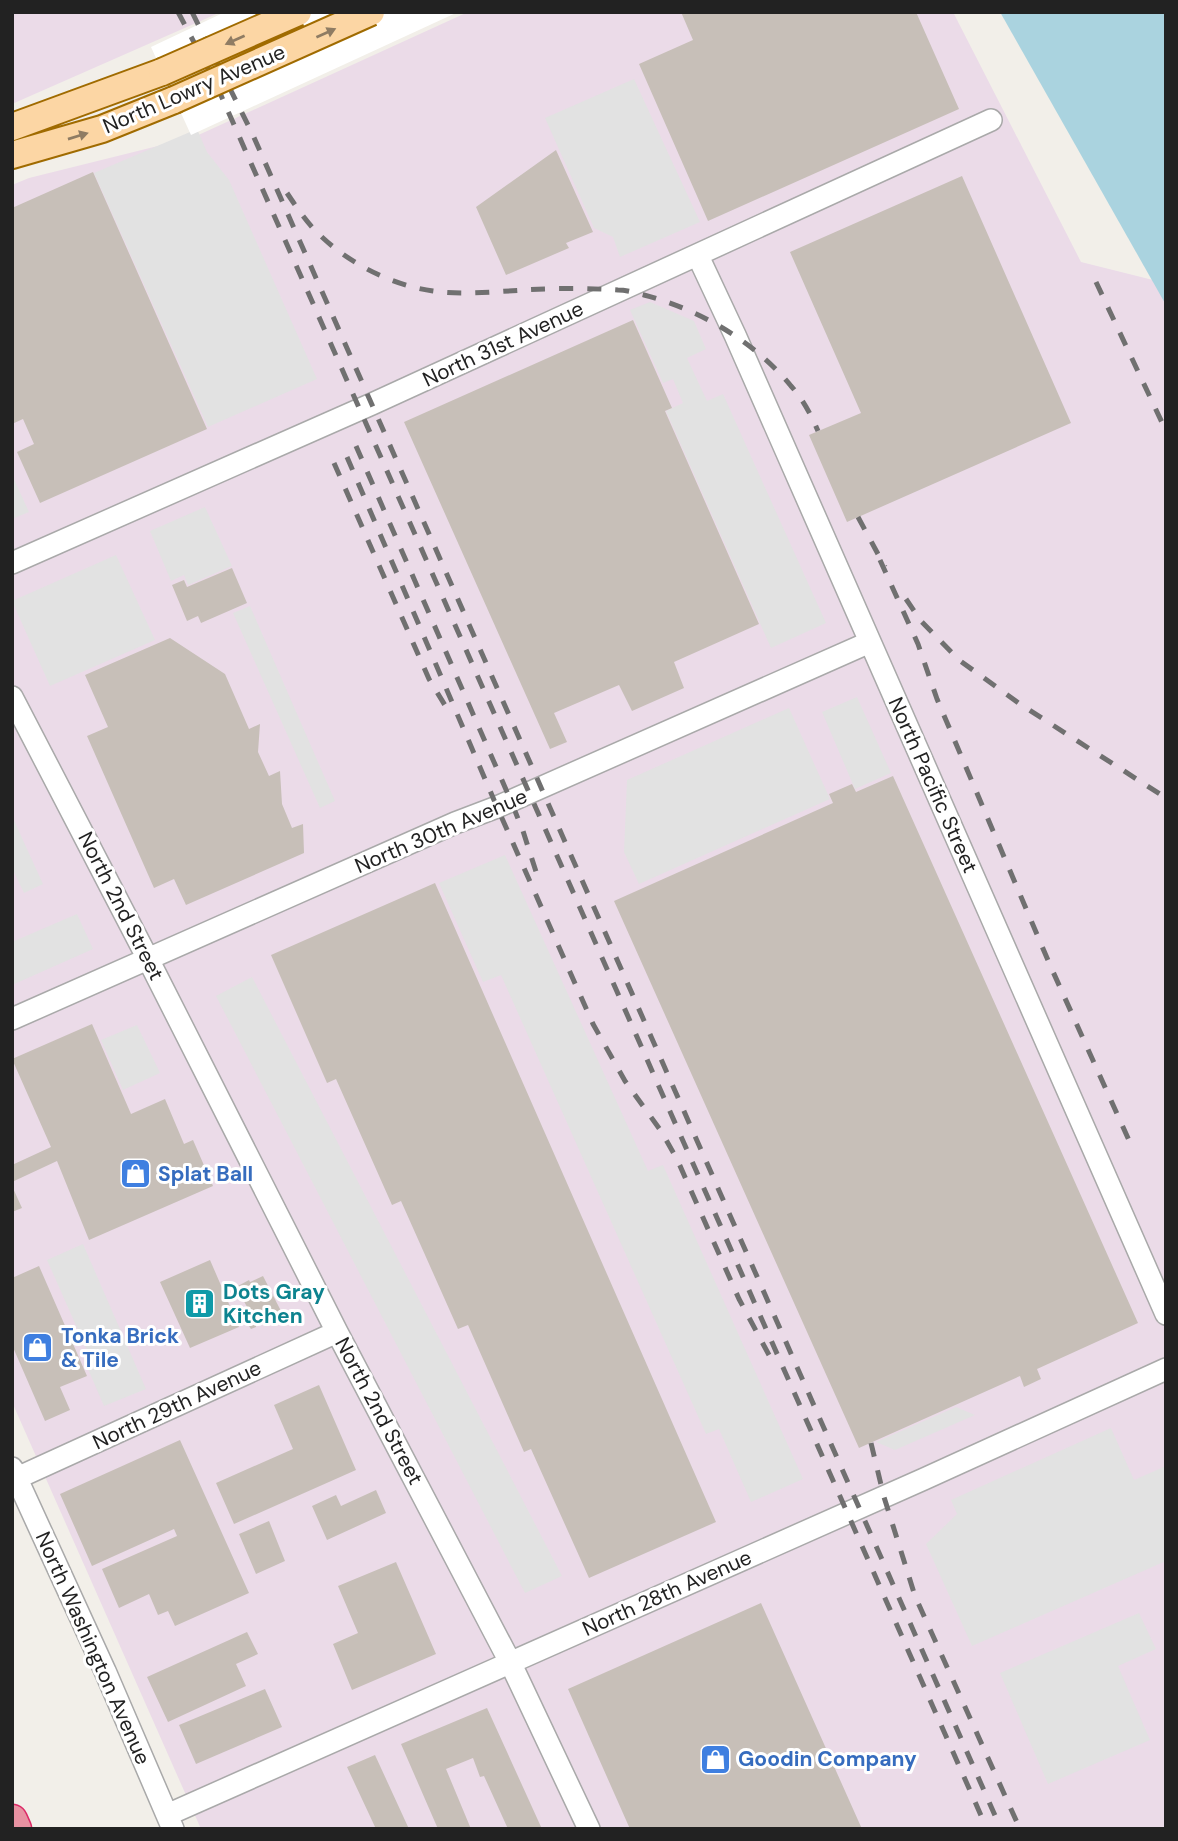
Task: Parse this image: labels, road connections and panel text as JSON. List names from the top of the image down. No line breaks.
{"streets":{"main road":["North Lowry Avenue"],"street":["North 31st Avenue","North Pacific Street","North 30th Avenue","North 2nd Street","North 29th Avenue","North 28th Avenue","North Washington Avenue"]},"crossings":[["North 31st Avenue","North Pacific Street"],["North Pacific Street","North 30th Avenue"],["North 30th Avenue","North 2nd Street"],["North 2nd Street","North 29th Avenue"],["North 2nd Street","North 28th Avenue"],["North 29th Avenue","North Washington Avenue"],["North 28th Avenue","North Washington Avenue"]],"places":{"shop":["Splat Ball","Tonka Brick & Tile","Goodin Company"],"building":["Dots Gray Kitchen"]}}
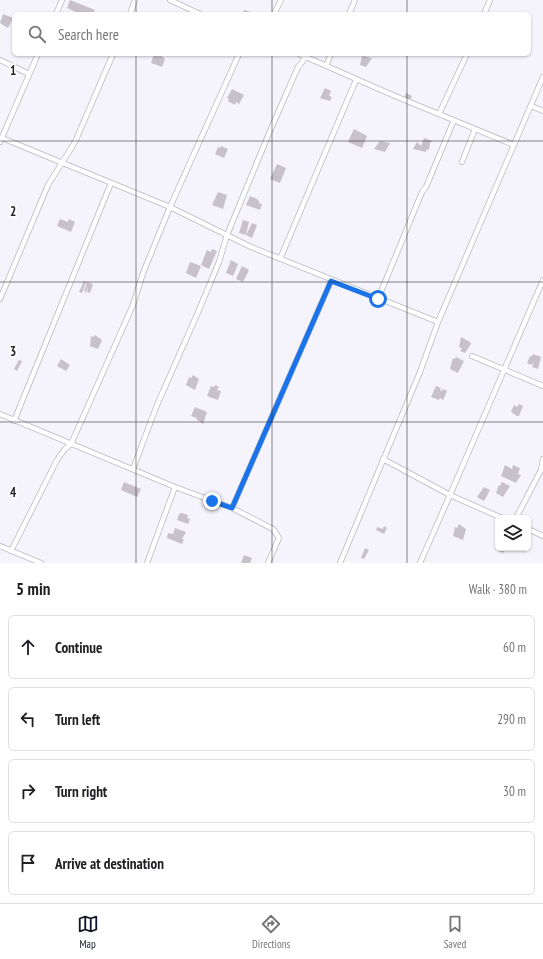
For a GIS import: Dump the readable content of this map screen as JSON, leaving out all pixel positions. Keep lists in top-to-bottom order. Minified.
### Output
-*-
*Exercise instructions*
Exactly as given, transcribe every line of the data, but not its images.

*Answer to this task*
Task: Parse this image: labels, road connections and panel text as JSON. List names from the top of the image down. No line breaks.
{"streets":{"main road":["North Lowry Avenue"],"street":["North 31st Avenue","North Pacific Street","North 30th Avenue","North 2nd Street","North 29th Avenue","North 28th Avenue","North Washington Avenue"]},"crossings":[["North 31st Avenue","North Pacific Street"],["North Pacific Street","North 30th Avenue"],["North 30th Avenue","North 2nd Street"],["North 2nd Street","North 29th Avenue"],["North 2nd Street","North 28th Avenue"],["North 29th Avenue","North Washington Avenue"],["North 28th Avenue","North Washington Avenue"]],"places":{"shop":["Splat Ball","Tonka Brick & Tile","Goodin Company"],"building":["Dots Gray Kitchen"]}}
For a GIS import: Dump the readable content of this map screen as JSON, leaving out all pixel positions. Keep lists in top-to-bottom order. Minified.
### Output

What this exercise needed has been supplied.